**ASSIGNED TASK:**
Print every line below exactly as written, but leave the pictures behind.

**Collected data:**
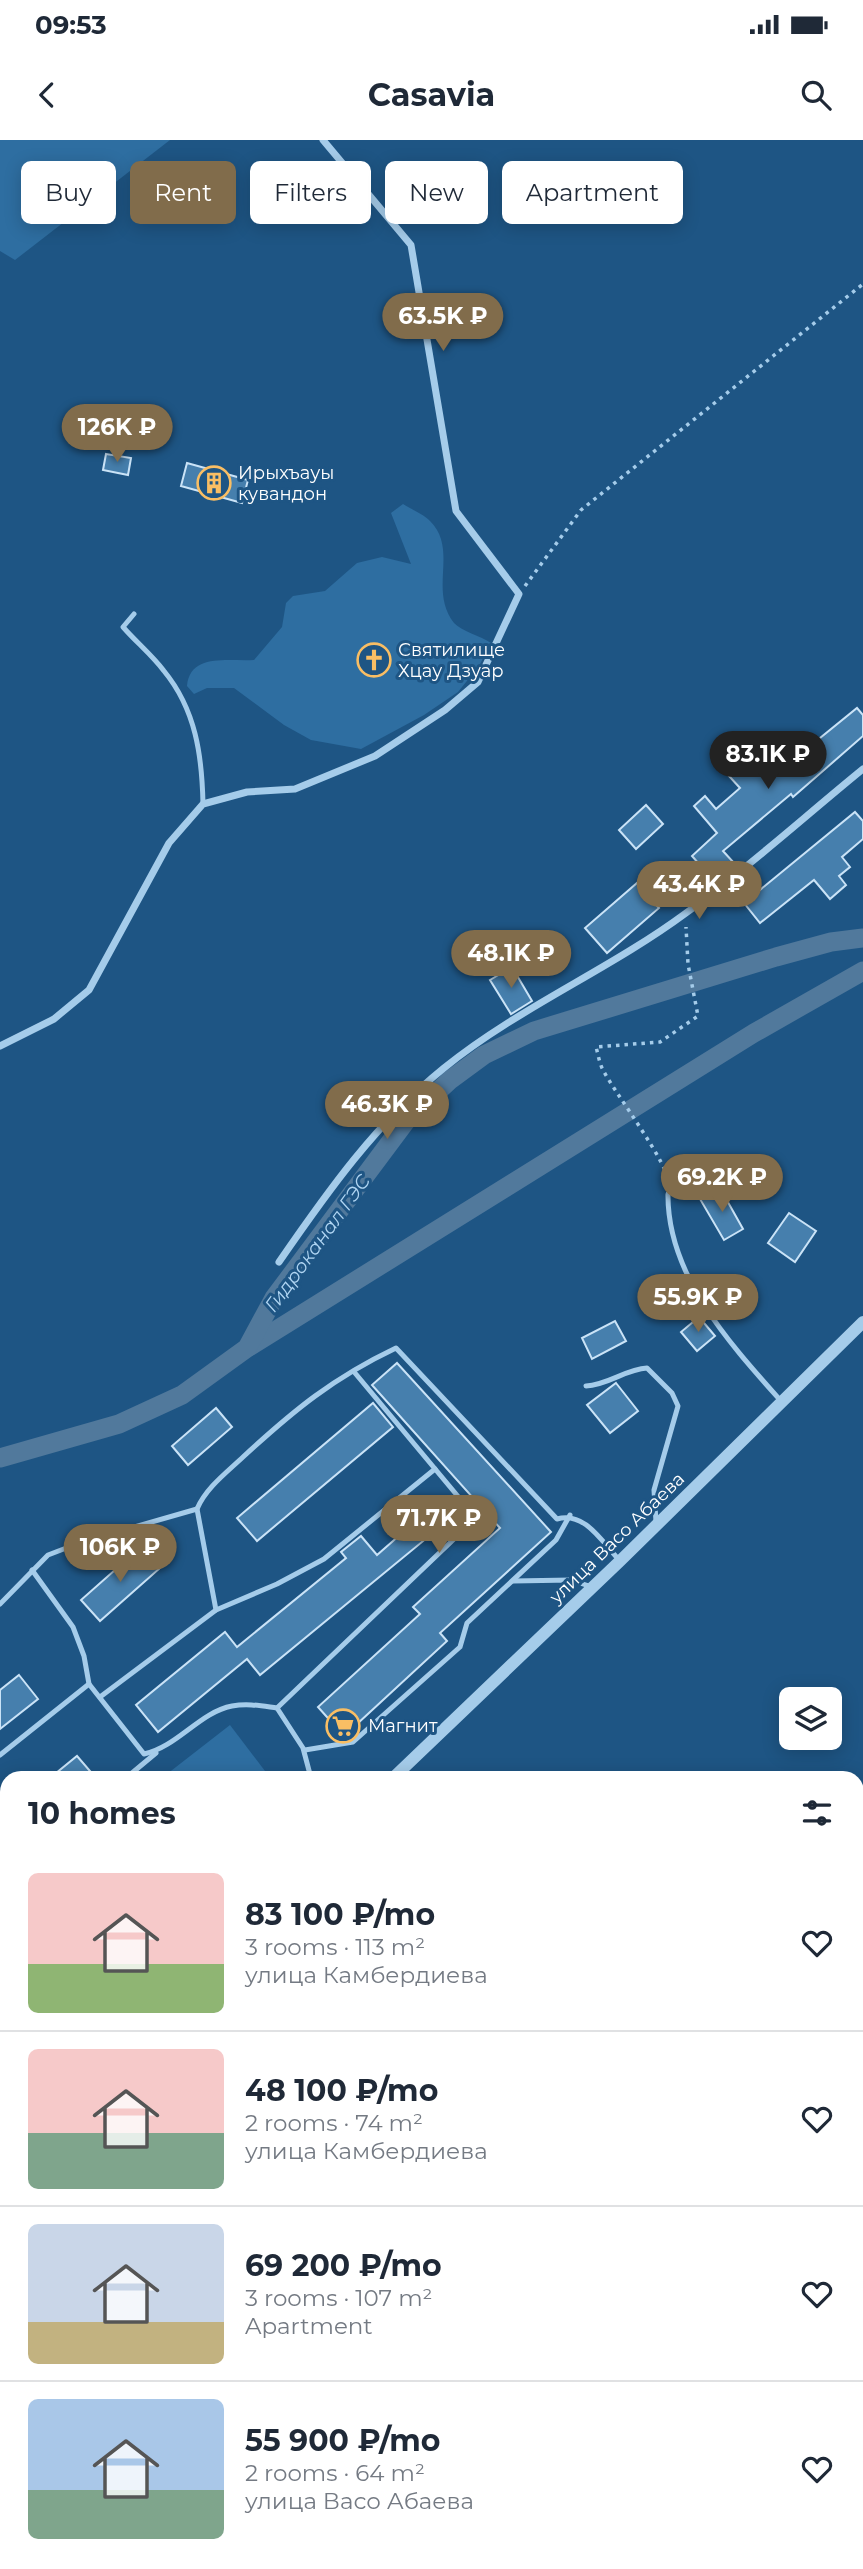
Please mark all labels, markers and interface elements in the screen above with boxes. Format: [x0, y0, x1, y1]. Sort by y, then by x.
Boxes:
text: 09:53 [35, 9, 107, 41]
text: Casavia [368, 75, 495, 114]
icon: back [28, 76, 66, 114]
icon: search [797, 76, 835, 114]
chip: Buy [21, 161, 116, 224]
chip: Rent [130, 161, 236, 224]
chip: Filters [250, 161, 371, 224]
chip: New [385, 161, 488, 224]
chip: Apartment [502, 161, 683, 224]
pin: 63.5K ₽ [378, 294, 508, 353]
text: 63.5K ₽ [398, 302, 488, 330]
pin: 126K ₽ [60, 404, 174, 464]
text: 126K ₽ [78, 413, 156, 441]
place label: Ирыхъауы кувандон [238, 462, 334, 505]
building icon: Ирыхъауы кувандон [195, 464, 233, 502]
place label: Святилище Хцау Дзуар [398, 639, 505, 682]
church icon: Святилище Хцау Дзуар [355, 641, 393, 679]
pin: 83.1K ₽ [703, 732, 833, 791]
text: 83.1K ₽ [726, 740, 810, 768]
pin: 43.4K ₽ [634, 862, 764, 921]
text: 43.4K ₽ [653, 870, 745, 898]
pin: 48.1K ₽ [446, 930, 576, 990]
text: 48.1K ₽ [467, 939, 555, 967]
pin: 46.3K ₽ [322, 1082, 452, 1141]
text: 46.3K ₽ [341, 1090, 433, 1118]
pin: 69.2K ₽ [657, 1154, 787, 1214]
text: 69.2K ₽ [677, 1163, 767, 1191]
water label: Гидроканал ГЭС [260, 1169, 376, 1317]
pin: 55.9K ₽ [633, 1274, 763, 1334]
text: 55.9K ₽ [653, 1283, 743, 1311]
street label: улица Васо Абаева [544, 1468, 689, 1609]
pin: 71.7K ₽ [374, 1496, 504, 1555]
text: 71.7K ₽ [397, 1504, 481, 1532]
pin: 106K ₽ [63, 1524, 177, 1584]
text: 106K ₽ [80, 1533, 160, 1561]
map controls [779, 1687, 842, 1750]
button: layers [779, 1687, 842, 1750]
supermarket icon: Магнит [324, 1707, 362, 1745]
place label: Магнит [368, 1715, 438, 1737]
icon: filters [798, 1794, 836, 1832]
text: 10 homes [28, 1795, 176, 1832]
text: 83 100 ₽/mo [245, 1896, 435, 1933]
icon: home [84, 1901, 168, 1985]
icon: heart [798, 1924, 836, 1962]
text: 3 rooms · 113 m² [245, 1933, 425, 1961]
text: улица Камбердиева [245, 1961, 488, 1989]
text: 48 100 ₽/mo [245, 2072, 438, 2109]
icon: home [84, 2077, 168, 2161]
icon: heart [798, 2100, 836, 2138]
text: 2 rooms · 74 m² [245, 2109, 423, 2137]
text: улица Камбердиева [245, 2137, 488, 2165]
text: 69 200 ₽/mo [245, 2247, 442, 2284]
icon: home [84, 2252, 168, 2336]
icon: heart [798, 2275, 836, 2313]
text: 3 rooms · 107 m² [245, 2284, 432, 2312]
text: Apartment [245, 2312, 373, 2340]
text: 55 900 ₽/mo [245, 2422, 440, 2459]
icon: home [84, 2427, 168, 2511]
icon: heart [798, 2450, 836, 2488]
text: 2 rooms · 64 m² [245, 2459, 425, 2487]
text: улица Васо Абаева [245, 2487, 474, 2515]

**TASK SOLUTION:**
Please mark all labels, markers and interface elements in the screen above with boxes. Format: [x0, y0, x1, y1]. Sort by y, then by x.
Boxes:
text: 09:53 [35, 9, 107, 41]
text: Casavia [368, 75, 495, 114]
icon: back [28, 76, 66, 114]
icon: search [797, 76, 835, 114]
chip: Buy [21, 161, 116, 224]
chip: Rent [130, 161, 236, 224]
chip: Filters [250, 161, 371, 224]
chip: New [385, 161, 488, 224]
chip: Apartment [502, 161, 683, 224]
pin: 63.5K ₽ [378, 294, 508, 353]
text: 63.5K ₽ [398, 302, 488, 330]
pin: 126K ₽ [60, 404, 174, 464]
text: 126K ₽ [78, 413, 156, 441]
place label: Ирыхъауы кувандон [238, 462, 334, 505]
building icon: Ирыхъауы кувандон [195, 464, 233, 502]
place label: Святилище Хцау Дзуар [398, 639, 505, 682]
church icon: Святилище Хцау Дзуар [355, 641, 393, 679]
pin: 83.1K ₽ [703, 732, 833, 791]
text: 83.1K ₽ [726, 740, 810, 768]
pin: 43.4K ₽ [634, 862, 764, 921]
text: 43.4K ₽ [653, 870, 745, 898]
pin: 48.1K ₽ [446, 930, 576, 990]
text: 48.1K ₽ [467, 939, 555, 967]
pin: 46.3K ₽ [322, 1082, 452, 1141]
text: 46.3K ₽ [341, 1090, 433, 1118]
pin: 69.2K ₽ [657, 1154, 787, 1214]
text: 69.2K ₽ [677, 1163, 767, 1191]
water label: Гидроканал ГЭС [260, 1169, 376, 1317]
pin: 55.9K ₽ [633, 1274, 763, 1334]
text: 55.9K ₽ [653, 1283, 743, 1311]
street label: улица Васо Абаева [544, 1468, 689, 1609]
pin: 71.7K ₽ [374, 1496, 504, 1555]
text: 71.7K ₽ [397, 1504, 481, 1532]
pin: 106K ₽ [63, 1524, 177, 1584]
text: 106K ₽ [80, 1533, 160, 1561]
map controls [779, 1687, 842, 1750]
button: layers [779, 1687, 842, 1750]
supermarket icon: Магнит [324, 1707, 362, 1745]
place label: Магнит [368, 1715, 438, 1737]
icon: filters [798, 1794, 836, 1832]
text: 10 homes [28, 1795, 176, 1832]
text: 83 100 ₽/mo [245, 1896, 435, 1933]
icon: home [84, 1901, 168, 1985]
icon: heart [798, 1924, 836, 1962]
text: 3 rooms · 113 m² [245, 1933, 425, 1961]
text: улица Камбердиева [245, 1961, 488, 1989]
text: 48 100 ₽/mo [245, 2072, 438, 2109]
icon: home [84, 2077, 168, 2161]
icon: heart [798, 2100, 836, 2138]
text: 2 rooms · 74 m² [245, 2109, 423, 2137]
text: улица Камбердиева [245, 2137, 488, 2165]
text: 69 200 ₽/mo [245, 2247, 442, 2284]
icon: home [84, 2252, 168, 2336]
icon: heart [798, 2275, 836, 2313]
text: 3 rooms · 107 m² [245, 2284, 432, 2312]
text: Apartment [245, 2312, 373, 2340]
text: 55 900 ₽/mo [245, 2422, 440, 2459]
icon: home [84, 2427, 168, 2511]
icon: heart [798, 2450, 836, 2488]
text: 2 rooms · 64 m² [245, 2459, 425, 2487]
text: улица Васо Абаева [245, 2487, 474, 2515]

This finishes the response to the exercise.